Thema: Rechte Bilder
ARBEITSPAPIER

C.6 Thema: Rechte Bilder; Arbeitspapier

„Hart wie Riefenstahl“

Über den Einzug der Riefenstahl-Ästhetik in die populäre Kultur

Riefenstahl: „Ich kann nur sagen, dass ich mich von allem Schönen spontan angezogen fühle. Ja: Schönheit, Harmonie. ... Was lediglich realistisch ist, aus dem Leben gegriffen, durchschnittlich, alltäglich, das interessiert mich nicht … Mich fasziniert alles, was schön ist, stark, gesund, was lebt. Ich suche Harmonie. Wenn Harmonie geschaffen wird, bin ich glücklich ...“ (zitiert nach Susan Sontag 1983, S. 96 – 125).

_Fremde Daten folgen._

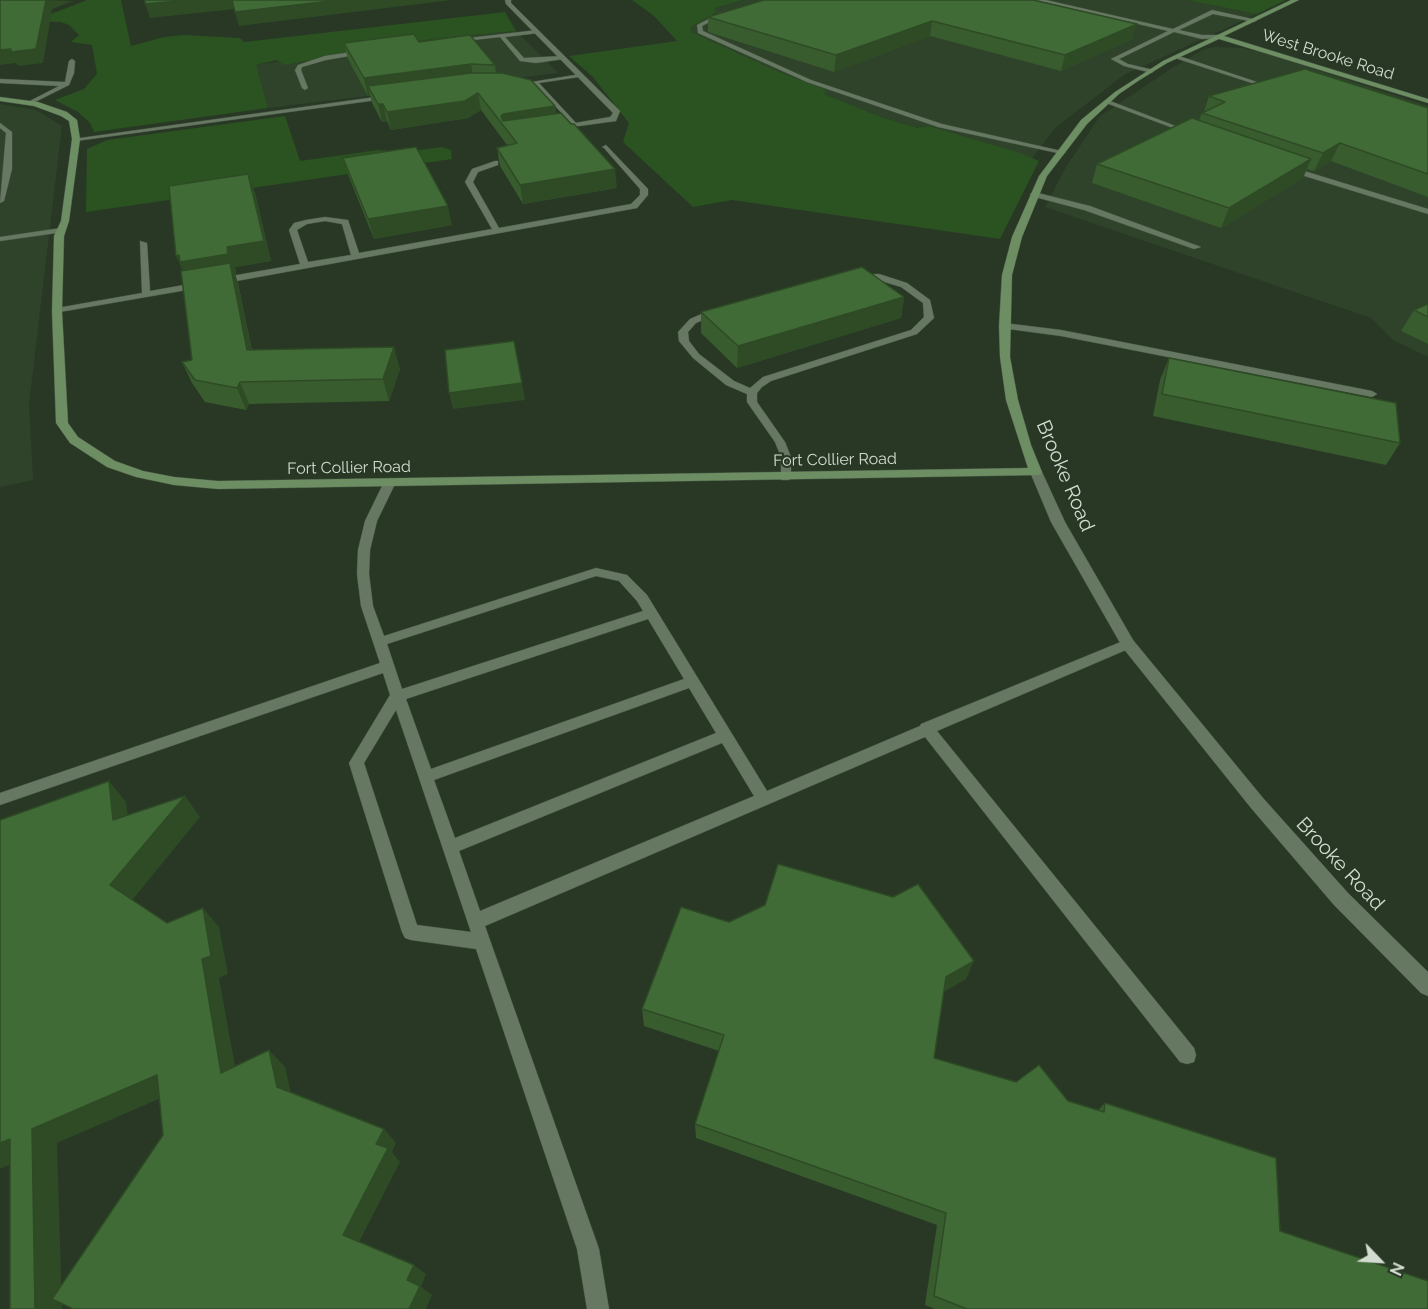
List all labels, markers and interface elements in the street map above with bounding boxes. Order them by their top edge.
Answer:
street label: West Brooke Road [1260,26,1396,84]
street label: Brooke Road [1031,417,1099,535]
street label: Fort Collier Road [773,449,897,471]
street label: Fort Collier Road [287,457,411,479]
street label: Brooke Road [1291,812,1389,916]
north arrow [1350,1231,1410,1291]
text: N [1386,1259,1408,1278]

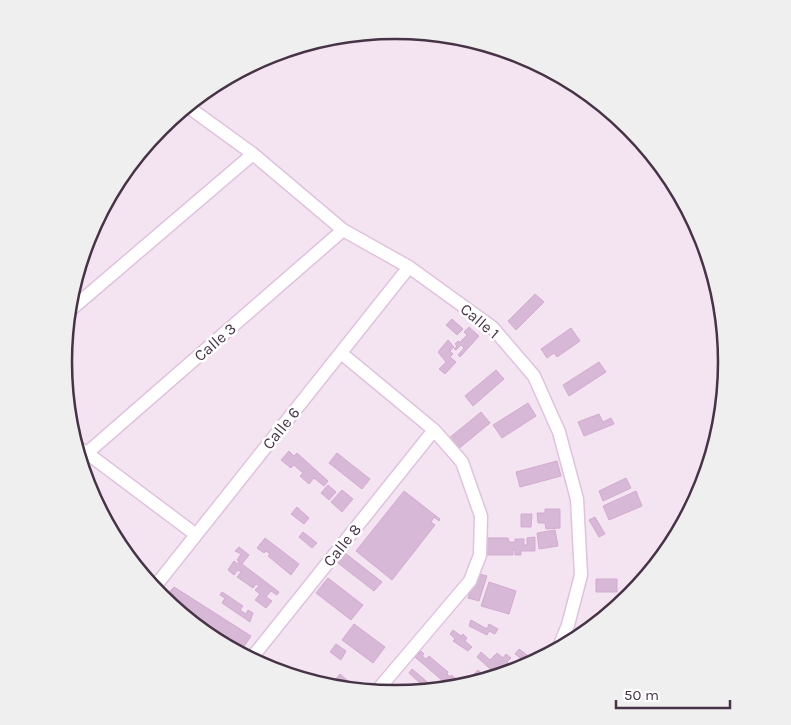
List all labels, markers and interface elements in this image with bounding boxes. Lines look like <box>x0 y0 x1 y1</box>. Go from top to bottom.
street label: Calle 1 <box>457 299 503 343</box>
street label: Calle 3 <box>190 319 240 365</box>
street label: Calle 6 <box>258 403 304 453</box>
street label: Calle 8 <box>319 520 365 570</box>
scale bar <box>616 678 730 710</box>
text: 50 m <box>624 686 659 704</box>

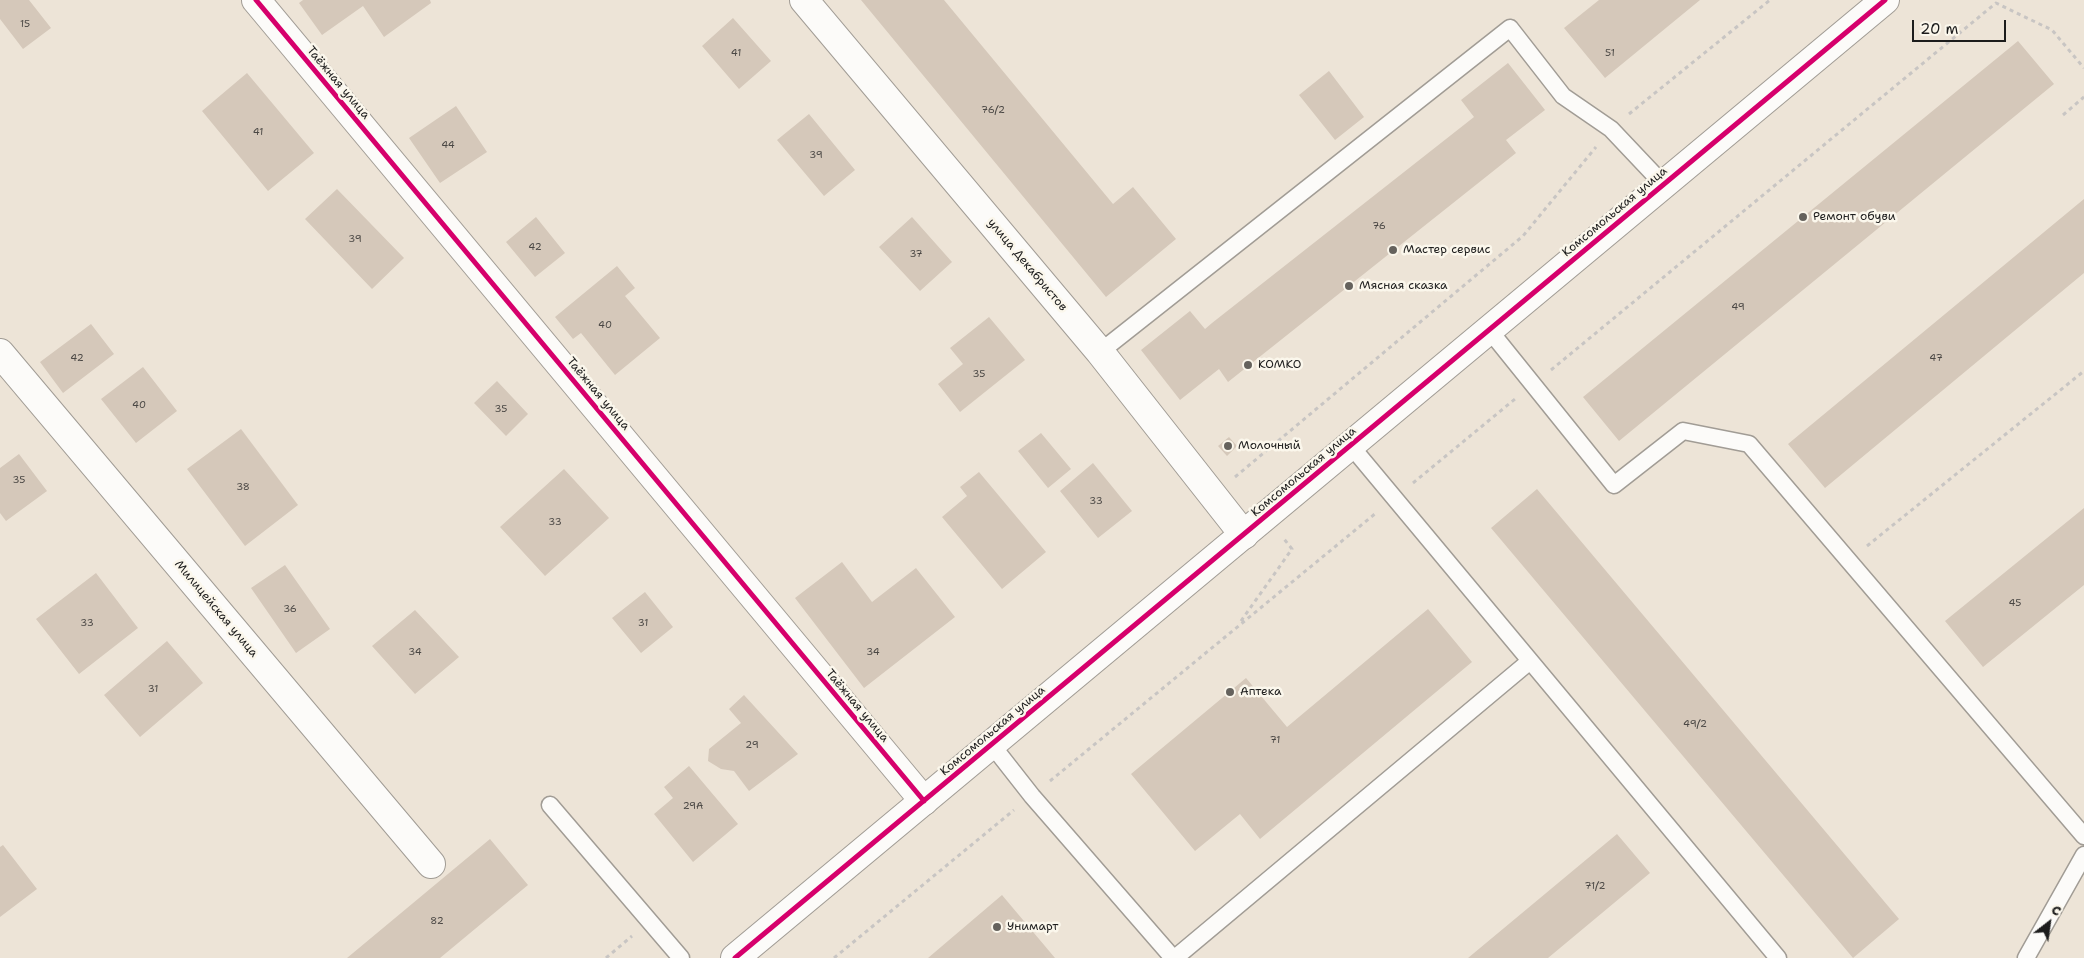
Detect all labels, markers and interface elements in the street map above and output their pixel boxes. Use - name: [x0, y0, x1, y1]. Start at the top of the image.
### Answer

Leni Riefenstahl hat mit dieser Haltung in ihren Arbeiten Einzug in unsere alltägliche Bilderwelt gehalten. Sie ist eine umstrittene Figur, die für ihre Rolle im Nationalsozialismus und die Ästhetik ihrer Arbeiten angegriffen und von ihren BefürworterInnen mindestens ebenso stark verteidigt wird. Besonders seit den 1990er Jahren ist Leni Riefenstahl in einer breiten Öffentlichkeit präsent. Zu ihrem 100. Geburtstag 2002 erschienen zahlreiche Bücher über sie und ihre Arbeit. Zuvor hatte die Band Rammstein im Videoclip zu ihrem Depeche Mode Cover „Stripped“ Filmsequenzen aus Riefenstahl-Filmen eingesetzt. Die Frauenzeitschrift EMMA hatte ihr im Heft 1/1999 eine 15,seitige Titelstory gewidmet und damit einen erheblichen Anteil an ihrer Rehabilitation geleistet.

Zur Person

Leni Riefenstahl war mit Adolf Hitler freundschaftlich verbunden und drehte die wichtigsten Propagandafilme für die NSDAP. 1933 drehte sie „Sieg des Glaubens“, 1934 „Triumph des Willens“. Die Filme sind Inszenierungen der ersten beiden Parteitage nach dem nationalsozialistischen Machtantritt. 1935 folgte der Propagandafilm „Tag der Freiheit – Unsere Wehrmacht“. 1936 drehte sie bei der Olympiade die Filme „Fest der Völker“ und „Fest der Schönheit“. Nach Kriegsbeginn startete Leni Riefenstahl die Dreharbeiten zu dem Film „Tiefland“, der jedoch erst 1954 uraufgeführt wurde und erfolglos blieb. Für die Filmarbeit hatte sie 60 Sinti und Roma aus dem Internierungslager Maxglan bei Salzburg ausgewählt, von denen einige nach Beendigung der Dreharbeiten nach Auschwitz deportiert wurden und dort umkamen. Riefenstahl behauptete stets, alle 60 Sinti und Roma nach 1945 noch lebend gesehen zu haben, erst 1982 konnte sie diese Behauptung aufgrund der gerichtlich festgestellten Faktenlage nicht mehr aufrechterhalten. Mit ihren Filmen konnte Riefenstahl nach 1945 keine Erfolge mehr erlangen. Erst als Fotografin gelang ihr ein Wiedereinstieg als beachtete Person. War Leni Riefenstahl dennoch jahrzehntelang umstritten, so scheint mit ihrem 100. Geburtstag 2002 die Rehabilitation ihrer Person und ihrer Arbeiten weitgehend abgeschlossen zu sein. Riefenstahl starb im Jahr 2003.

Riefenstahlästhetik

Der Nationalsozialismus herrschte mit ungekannter Brutalität und Terror, der Millionen Menschen das Leben kostete. Doch propagandistisch gehörten zum Nationalsozialismus der Kult der Schönheit, die Verehrung des Mutes, ekstatisches Gemeinschaftsgefühl, die Ablehnung des Intellekts und das Angebot klarer Strukturen. In der nationalsozialistischen Kunst wurden diese Vorstellungen in einfache und klare Bilder übersetzt. Neben Arno Breker war es vor allem Leni Riefenstahl, die die NS-Ideologie in Szene setzte. Beide feierten und verherrlichten in ihrer Kunst die Schönheit gesunder wohlgeformter Körper und frönten damit einem pathetischen Körper- und Heldenkult, der die Leiden all jener, die diesen Kriterien nicht entsprachen, ausklammerte.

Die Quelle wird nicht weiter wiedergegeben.